12.1 Using Sun Network QDR InfiniBand Gateway Switches

This section contains the following topics:

12.1.1 Physical Specifications

This section introduces Sun Network QDR InfiniBand Gateway Switches, which are also referred to as leaf switches in this guide.

Table 12-1 provides the physical specifications of the Sun Network QDR InfiniBand Gateway Switch.

Table 12-1 NM2-GW Specifications

Dimension Measurements

Width

17.52 in. (445.0 mm)

Depth

24 in. (609.6 mm)

Height

1.75  in. (44.5 mm)

Weight

23.0 lbs (11.4 kg)

12.1.2 Access the Command-Line Interface (CLI) of a Gateway Switch

With power applied, you can access the CLI of a gateway switch in your Exalogic machine.

The number of gateway switches in your Exalogic machine depends on your purchased Exalogic machine rack configuration. You must access the command-line interfaces of these gateway switches individually.
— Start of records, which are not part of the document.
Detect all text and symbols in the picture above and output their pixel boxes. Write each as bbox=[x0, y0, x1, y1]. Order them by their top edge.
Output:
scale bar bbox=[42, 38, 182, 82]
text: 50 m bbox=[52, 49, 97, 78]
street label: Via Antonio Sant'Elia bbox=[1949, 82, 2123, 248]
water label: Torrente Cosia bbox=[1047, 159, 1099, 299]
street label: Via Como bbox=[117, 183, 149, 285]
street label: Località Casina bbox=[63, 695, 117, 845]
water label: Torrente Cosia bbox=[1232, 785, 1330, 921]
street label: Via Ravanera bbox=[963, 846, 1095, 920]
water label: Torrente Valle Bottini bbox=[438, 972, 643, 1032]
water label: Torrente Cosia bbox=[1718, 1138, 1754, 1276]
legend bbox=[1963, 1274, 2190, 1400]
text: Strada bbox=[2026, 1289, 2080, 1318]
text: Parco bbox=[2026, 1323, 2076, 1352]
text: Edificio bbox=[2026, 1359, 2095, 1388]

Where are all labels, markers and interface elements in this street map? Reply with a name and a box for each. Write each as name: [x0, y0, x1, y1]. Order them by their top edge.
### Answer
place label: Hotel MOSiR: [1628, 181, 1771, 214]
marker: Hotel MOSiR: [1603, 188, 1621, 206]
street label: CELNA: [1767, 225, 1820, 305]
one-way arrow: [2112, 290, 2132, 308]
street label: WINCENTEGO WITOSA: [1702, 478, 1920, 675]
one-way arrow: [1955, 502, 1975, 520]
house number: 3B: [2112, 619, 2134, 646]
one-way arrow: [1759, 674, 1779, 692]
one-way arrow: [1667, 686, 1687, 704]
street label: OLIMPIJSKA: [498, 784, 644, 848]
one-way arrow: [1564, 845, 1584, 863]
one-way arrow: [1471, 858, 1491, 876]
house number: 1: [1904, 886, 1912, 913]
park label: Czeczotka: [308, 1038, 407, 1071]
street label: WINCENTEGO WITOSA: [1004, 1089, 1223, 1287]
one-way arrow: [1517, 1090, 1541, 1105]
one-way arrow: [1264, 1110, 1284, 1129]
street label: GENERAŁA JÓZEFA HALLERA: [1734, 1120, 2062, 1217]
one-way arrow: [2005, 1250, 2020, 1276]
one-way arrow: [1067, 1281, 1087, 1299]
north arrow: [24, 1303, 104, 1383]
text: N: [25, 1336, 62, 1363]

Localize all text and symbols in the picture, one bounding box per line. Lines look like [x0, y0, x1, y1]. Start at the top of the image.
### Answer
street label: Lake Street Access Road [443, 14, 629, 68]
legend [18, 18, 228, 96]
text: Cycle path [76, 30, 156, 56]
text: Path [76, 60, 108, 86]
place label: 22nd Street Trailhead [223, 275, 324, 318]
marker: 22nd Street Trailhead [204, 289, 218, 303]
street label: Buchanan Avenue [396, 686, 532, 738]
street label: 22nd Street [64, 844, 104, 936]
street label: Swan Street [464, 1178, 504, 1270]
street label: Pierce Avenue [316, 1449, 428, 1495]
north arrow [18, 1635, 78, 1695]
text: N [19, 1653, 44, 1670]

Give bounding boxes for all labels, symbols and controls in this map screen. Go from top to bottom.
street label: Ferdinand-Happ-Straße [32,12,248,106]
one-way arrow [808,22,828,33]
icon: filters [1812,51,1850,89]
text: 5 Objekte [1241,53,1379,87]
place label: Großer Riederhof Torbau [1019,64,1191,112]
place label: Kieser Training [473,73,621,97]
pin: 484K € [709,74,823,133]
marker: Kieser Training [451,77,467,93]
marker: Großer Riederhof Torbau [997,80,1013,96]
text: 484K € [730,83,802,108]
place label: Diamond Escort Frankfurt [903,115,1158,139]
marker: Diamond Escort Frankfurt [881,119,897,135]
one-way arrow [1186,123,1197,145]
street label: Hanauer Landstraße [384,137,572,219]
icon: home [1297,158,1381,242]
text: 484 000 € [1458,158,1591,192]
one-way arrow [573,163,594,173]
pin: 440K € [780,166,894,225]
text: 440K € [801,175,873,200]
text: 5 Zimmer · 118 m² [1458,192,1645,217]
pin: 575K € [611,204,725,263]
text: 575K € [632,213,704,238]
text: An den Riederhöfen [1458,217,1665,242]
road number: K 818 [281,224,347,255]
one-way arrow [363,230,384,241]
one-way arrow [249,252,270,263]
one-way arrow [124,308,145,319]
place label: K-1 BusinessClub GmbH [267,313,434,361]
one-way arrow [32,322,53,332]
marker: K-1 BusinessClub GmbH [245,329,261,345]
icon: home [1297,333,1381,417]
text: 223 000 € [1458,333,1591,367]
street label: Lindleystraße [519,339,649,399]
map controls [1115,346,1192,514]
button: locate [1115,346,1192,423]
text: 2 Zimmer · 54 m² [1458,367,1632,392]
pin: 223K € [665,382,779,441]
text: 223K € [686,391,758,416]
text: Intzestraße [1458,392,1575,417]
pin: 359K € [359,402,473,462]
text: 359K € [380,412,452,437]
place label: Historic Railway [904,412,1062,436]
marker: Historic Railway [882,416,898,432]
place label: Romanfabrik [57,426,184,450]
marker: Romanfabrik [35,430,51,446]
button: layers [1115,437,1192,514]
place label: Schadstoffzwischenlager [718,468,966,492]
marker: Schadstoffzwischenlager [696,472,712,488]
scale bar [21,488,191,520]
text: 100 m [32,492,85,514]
For example, to access the CLI of a gateway switch, complete the following steps:

  1. If you are using a network management port, begin network communication with the CLI using the ssh command and the host name configured for the gateway switch:

    % ssh -l root gateway-name
    root@gateway-name's password: password
    #
    

    where gateway-name is the host name configured for the gateway switch.

    If you do not see this output or prompt, there is a problem with the network communication, host name, or CLI.

  2. If you are using a USB management port, begin serial communication with the CLI as follows:

    1. Connect a serial terminal, terminal server, or workstation with a TIP connection to the USB-to-serial adapter. Configure the terminal or terminal emulator with these settings:

      115200 baud, 8 bits, No parity, 1 Stop bit, and No handshaking

    2. Press the Return or Enter key on the serial device several times to synchronize the connection. You might see text similar to the following:

      …
      CentOS release 5.2 (Final)
      Kernel 2.6.27.13-nm2 on an i686
      
      gateway-name login: root
      Password: password
      #
      

      where gateway-name is the host name assigned to the gateway switch.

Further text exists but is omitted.